Stored data entries
"""
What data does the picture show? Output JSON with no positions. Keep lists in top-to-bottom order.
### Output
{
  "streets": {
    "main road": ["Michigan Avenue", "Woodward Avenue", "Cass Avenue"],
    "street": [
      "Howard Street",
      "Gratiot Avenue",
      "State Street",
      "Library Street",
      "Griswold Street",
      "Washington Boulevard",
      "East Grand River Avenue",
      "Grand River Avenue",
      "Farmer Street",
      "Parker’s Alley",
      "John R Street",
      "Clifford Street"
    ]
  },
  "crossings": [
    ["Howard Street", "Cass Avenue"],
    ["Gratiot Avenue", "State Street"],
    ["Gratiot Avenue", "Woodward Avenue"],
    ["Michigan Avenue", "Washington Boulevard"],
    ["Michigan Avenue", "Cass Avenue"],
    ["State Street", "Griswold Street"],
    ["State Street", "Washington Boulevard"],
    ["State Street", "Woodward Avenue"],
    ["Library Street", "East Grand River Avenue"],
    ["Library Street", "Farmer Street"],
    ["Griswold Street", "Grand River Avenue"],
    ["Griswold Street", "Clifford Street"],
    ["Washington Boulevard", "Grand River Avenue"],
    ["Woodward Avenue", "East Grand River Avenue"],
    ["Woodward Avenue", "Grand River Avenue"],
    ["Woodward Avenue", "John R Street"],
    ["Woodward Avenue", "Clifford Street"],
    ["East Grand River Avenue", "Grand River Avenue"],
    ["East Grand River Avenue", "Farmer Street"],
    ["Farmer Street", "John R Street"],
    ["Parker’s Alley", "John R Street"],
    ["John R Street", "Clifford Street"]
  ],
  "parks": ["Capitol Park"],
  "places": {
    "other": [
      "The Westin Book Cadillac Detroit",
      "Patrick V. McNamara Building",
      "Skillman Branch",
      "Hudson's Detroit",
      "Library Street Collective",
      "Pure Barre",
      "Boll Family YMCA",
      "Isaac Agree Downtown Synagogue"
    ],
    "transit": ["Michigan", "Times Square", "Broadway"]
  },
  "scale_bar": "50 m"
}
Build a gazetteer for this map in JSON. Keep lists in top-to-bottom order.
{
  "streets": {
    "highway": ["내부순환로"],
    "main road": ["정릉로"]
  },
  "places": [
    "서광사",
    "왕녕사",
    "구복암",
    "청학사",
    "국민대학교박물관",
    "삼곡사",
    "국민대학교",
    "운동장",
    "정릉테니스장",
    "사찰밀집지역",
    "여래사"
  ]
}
"""
Action item – Could the data above be set down exactly, in full?

Completed task –
What data does the picture show? Output JSON with no positions. Keep lists in top-to-bottom order.
### Output
{
  "streets": {
    "main road": ["Michigan Avenue", "Woodward Avenue", "Cass Avenue"],
    "street": [
      "Howard Street",
      "Gratiot Avenue",
      "State Street",
      "Library Street",
      "Griswold Street",
      "Washington Boulevard",
      "East Grand River Avenue",
      "Grand River Avenue",
      "Farmer Street",
      "Parker’s Alley",
      "John R Street",
      "Clifford Street"
    ]
  },
  "crossings": [
    ["Howard Street", "Cass Avenue"],
    ["Gratiot Avenue", "State Street"],
    ["Gratiot Avenue", "Woodward Avenue"],
    ["Michigan Avenue", "Washington Boulevard"],
    ["Michigan Avenue", "Cass Avenue"],
    ["State Street", "Griswold Street"],
    ["State Street", "Washington Boulevard"],
    ["State Street", "Woodward Avenue"],
    ["Library Street", "East Grand River Avenue"],
    ["Library Street", "Farmer Street"],
    ["Griswold Street", "Grand River Avenue"],
    ["Griswold Street", "Clifford Street"],
    ["Washington Boulevard", "Grand River Avenue"],
    ["Woodward Avenue", "East Grand River Avenue"],
    ["Woodward Avenue", "Grand River Avenue"],
    ["Woodward Avenue", "John R Street"],
    ["Woodward Avenue", "Clifford Street"],
    ["East Grand River Avenue", "Grand River Avenue"],
    ["East Grand River Avenue", "Farmer Street"],
    ["Farmer Street", "John R Street"],
    ["Parker’s Alley", "John R Street"],
    ["John R Street", "Clifford Street"]
  ],
  "parks": ["Capitol Park"],
  "places": {
    "other": [
      "The Westin Book Cadillac Detroit",
      "Patrick V. McNamara Building",
      "Skillman Branch",
      "Hudson's Detroit",
      "Library Street Collective",
      "Pure Barre",
      "Boll Family YMCA",
      "Isaac Agree Downtown Synagogue"
    ],
    "transit": ["Michigan", "Times Square", "Broadway"]
  },
  "scale_bar": "50 m"
}
Build a gazetteer for this map in JSON. Keep lists in top-to-bottom order.
{
  "streets": {
    "highway": ["내부순환로"],
    "main road": ["정릉로"]
  },
  "places": [
    "서광사",
    "왕녕사",
    "구복암",
    "청학사",
    "국민대학교박물관",
    "삼곡사",
    "국민대학교",
    "운동장",
    "정릉테니스장",
    "사찰밀집지역",
    "여래사"
  ]
}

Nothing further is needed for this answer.